The faecal metabolome in COVID-19 patients is altered and associated with clinical features and gut microbes, Lv et al, 2021

Andy

Retired committee member
Abstract
Although SARS-CoV-2 can invade the intestine, though its effect on digestion and absorption is not fully understood. In the present study, 56 COVID-19 patients and 47 age- and sex-matched healthy subjects were divided into a discovery cohort and a validation cohort. Blood, faeces and clinical information were collected from the patients in the hospital and at discharge. The faecal metabolome was analysed using gas chromatography-mass spectrometry, and Spearman’s correlation analyses of clinical features, the serum metabolome, and the faecal micro- and mycobiota were conducted.

The results showed that, the faeces of COVID-19 patients were enriched with important nutrients that should be metabolized or absorbed, such as sucrose and 2-palmitoyl-glycerol; diet-related components that cannot be synthesized by humans, such as 1,5-anhydroglucitol and D-pinitol; and harmful metabolites, such as oxalate, were also detected. In contrast, purine metabolites such as deoxyinosine and hypoxanthine, low-water-soluble long-chain fatty alcohols/acids such as behenic acid, compounds rarely occurring in nature such as D-allose and D-arabinose, and microbe-related compounds such as 2,4-di-tert-butylphenol were depleted in the faeces of COVID-19 patients. Moreover, these metabolites significantly correlated with altered serum metabolites such as oxalate and gut microbes including Ruminococcaceae, Actinomyces, Sphingomonas and Aspergillus. Although levels of several faecal metabolites, such as sucrose, 1,5-anhydroglucitol and D-pinitol, of discharged patients were not different from those of healthy controls (HCs), those of oxalate and 2-palmitoyl-glycerol did differ. Therefore, alterations in the faecal metabolome of COVID-19 patients may reflect malnutrition and intestinal inflammation and warrant greater attention.
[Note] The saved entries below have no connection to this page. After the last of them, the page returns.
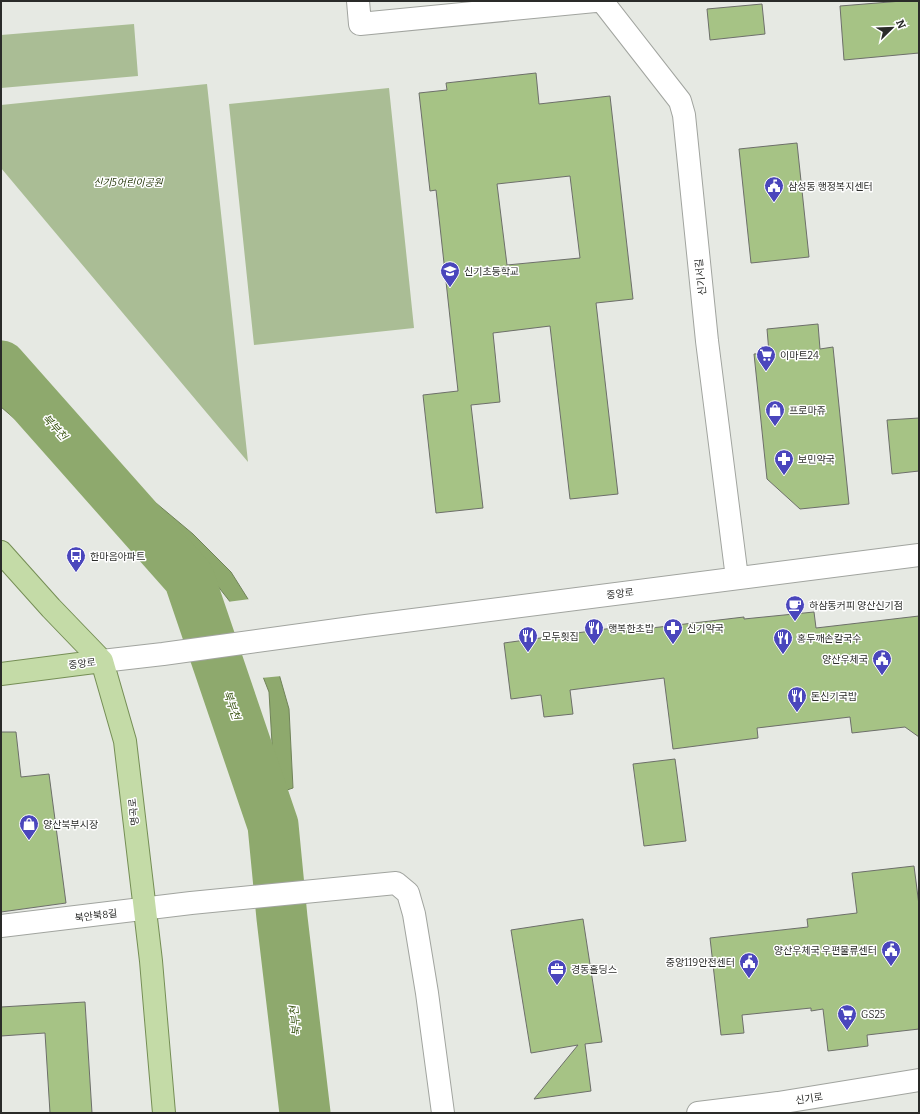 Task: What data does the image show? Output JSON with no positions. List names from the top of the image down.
{
  "streets": {
    "main road": ["중앙로", "명곡로"],
    "street": ["신기서길", "북안북8길", "신기로"]
  },
  "crossings": [
    ["신기서길", "중앙로"],
    ["중앙로", "명곡로"],
    ["명곡로", "북안북8길"]
  ],
  "water": ["북부천"],
  "parks": ["신기5어린이공원"],
  "places": {
    "public building": [
      "삼성동 행정복지센터",
      "양산우체국",
      "양산우체국 우편물류센터",
      "중앙119안전센터"
    ],
    "school or university": ["신기초등학교"],
    "supermarket": ["이마트24", "GS25"],
    "shop": ["프로마쥬", "양산북부시장"],
    "pharmacy": ["보민약국", "신기약국"],
    "bus stop": ["한마음아파트"],
    "cafe": ["하삼동커피 양산신기점"],
    "restaurant": [
      "행복한초밥",
      "모두횟집",
      "홍두깨손칼국수",
      "돈신기국밥"
    ],
    "office": ["경동홀딩스"]
  },
  "north": "top right"
}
The results of present study provide new insights into the pathogenesis and treatment of COVID-19.
Open access, https://www.sciencedirect.com/science/article/pii/S0003267021000933
 
I’ve not read this but the abstract looks to be stating the bleeding obvious ....when people get sick their digestive system is thrown out of balance?
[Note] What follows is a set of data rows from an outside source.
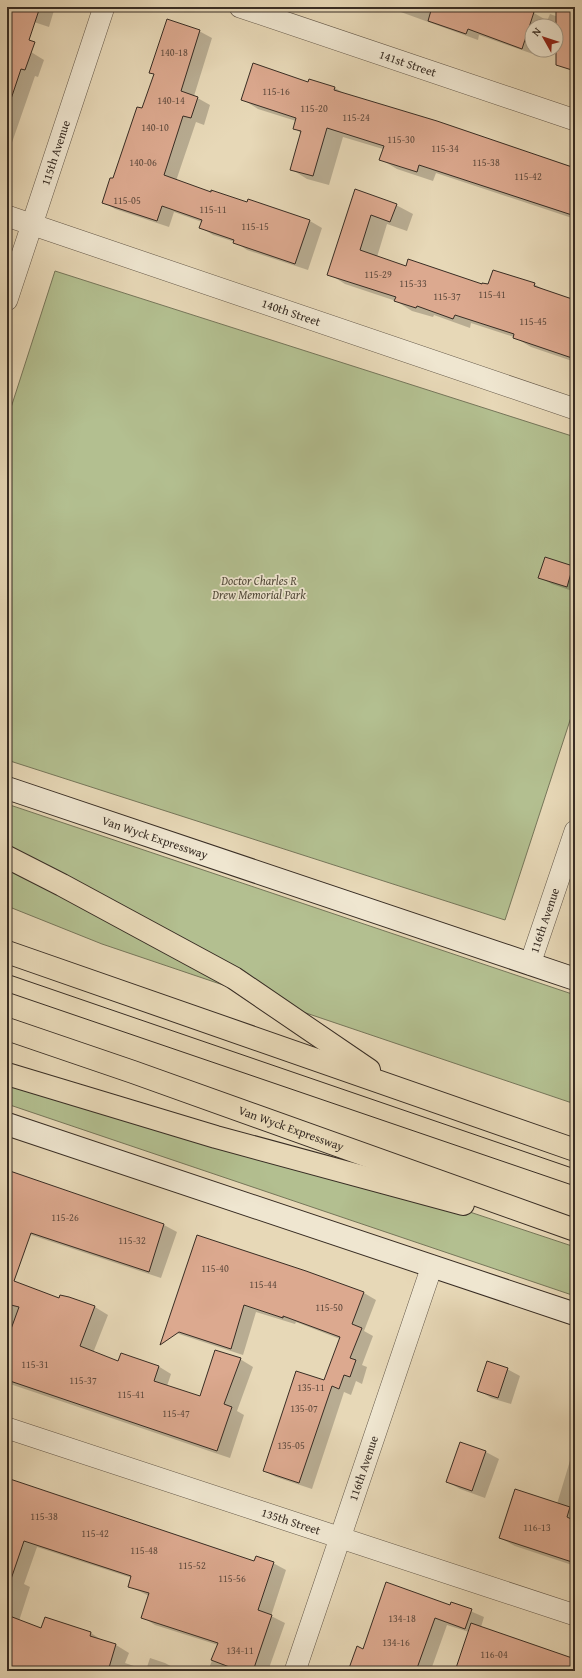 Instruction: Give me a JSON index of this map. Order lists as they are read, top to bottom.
{
  "streets": {
    "highway": ["Van Wyck Expressway"],
    "street": [
      "141st Street",
      "115th Avenue",
      "140th Street",
      "116th Avenue",
      "135th Street"
    ]
  },
  "crossings": [
    ["115th Avenue", "140th Street"],
    ["Van Wyck Expressway", "116th Avenue"],
    ["116th Avenue", "135th Street"]
  ],
  "parks": ["Doctor Charles R Drew Memorial Park"],
  "house_numbers": [
    "140-18",
    "115-16",
    "140-14",
    "115-20",
    "115-24",
    "140-10",
    "115-30",
    "115-34",
    "140-06",
    "115-38",
    "115-42",
    "115-05",
    "115-11",
    "115-15",
    "115-29",
    "115-33",
    "115-41",
    "115-37",
    "115-45",
    "115-26",
    "115-32",
    "115-40",
    "115-44",
    "115-50",
    "115-31",
    "115-37",
    "135-11",
    "115-41",
    "135-07",
    "115-47",
    "135-05",
    "115-38",
    "116-13",
    "115-42",
    "115-48",
    "115-52",
    "115-56",
    "134-18",
    "134-16",
    "134-11",
    "116-04"
  ],
  "north": "top left"
}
so...how can they make any meaningful observation? How does this compare to any other infection I wonder ...it doesn’t follow this is a direct effect of the particular microbe. Isn’t it more likely that it’s a downstream effect of the bodies response to having an infection of any sort?

I guess there are more obvious signs of COVID severity than taking a poo sample and waiting for it to be analysed so this feels a bit academic.
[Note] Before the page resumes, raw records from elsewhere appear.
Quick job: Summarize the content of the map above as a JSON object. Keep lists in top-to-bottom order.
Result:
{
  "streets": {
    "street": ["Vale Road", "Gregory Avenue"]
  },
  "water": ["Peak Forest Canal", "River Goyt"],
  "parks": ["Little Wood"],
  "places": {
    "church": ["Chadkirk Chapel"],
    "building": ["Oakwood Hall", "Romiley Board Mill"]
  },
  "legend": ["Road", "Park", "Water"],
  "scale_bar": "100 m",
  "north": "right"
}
it would have been infinitely more sensible to have a sick control as well as a healthy one.
 
it would have been infinitely more sensible to have a sick control as well as a healthy one.

Or even to track individuals over a span of decades. What their gut is like when healthy & in their 20s compared to as they age.

What happens when they get sick with covid or some other infection? If the gut flora & absorption is affected in what way and how long before it returns to it's previous state? Does it return to it's previous state?

And so on.
 
Sure but expensive and difficult (long term monitoring ...although that should be increasingly doable with many people’s willingness to be monitored 24/7 on health aspects without privacy. I wonder how soon studies will be scaled up dramatically in this sort of way...or if there’s something about the need for rigour that stops that)

My first thought was: they’re in hospital, eating hospital food. Are the controls also staying in the same hospitals? After all, what comes out needs to have gone in in the first place?

And they’re sick (are their stools different from the controls in an obvious way already - eg diarrhoea?). Absorption is very much tied to speed of transit, inflammation etc.
 
Someone should do some studies of microbiomes of patients with broken bones, gunshot wounds, or other such trauma. Will they find changes in the microbiome? I expect they will. Eventually, they can come up with some methods for determining when microbiome changes are actually caused by a specific disease, and when it just indicates changes in diet, stress, activity, etc.
 
Sure but expensive and difficult (long term monitoring ...although that should be increasingly doable with many people’s willingness to be monitored 24/7 on health aspects without privacy. I wonder how soon studies will be scaled up dramatically in this sort of way...or if there’s something about the need for rigour that stops that)

Actually this kind of thing was done in the past, I believe. As part of general public health.

In the past of course our information wasn't seen as a commodity with cash value.

if it's possible to anonymise data from any other health study, there's no reason why it couldn't be done for something like this.

Yes, it may be seen as costly but comparing someone else's gut in good health with mine when I'm in poor health isn't necessarily telling you what you might think it's telling you.

Another example if this type of thing is autothyroiditis. Many people face running battles because they don't feel their dose of levothyroxine is adequate. If their blood results are in the normal range then doctors often won't listen. The normal range is very wide though and there's no way of knowing what was normal for the individual once they become sick.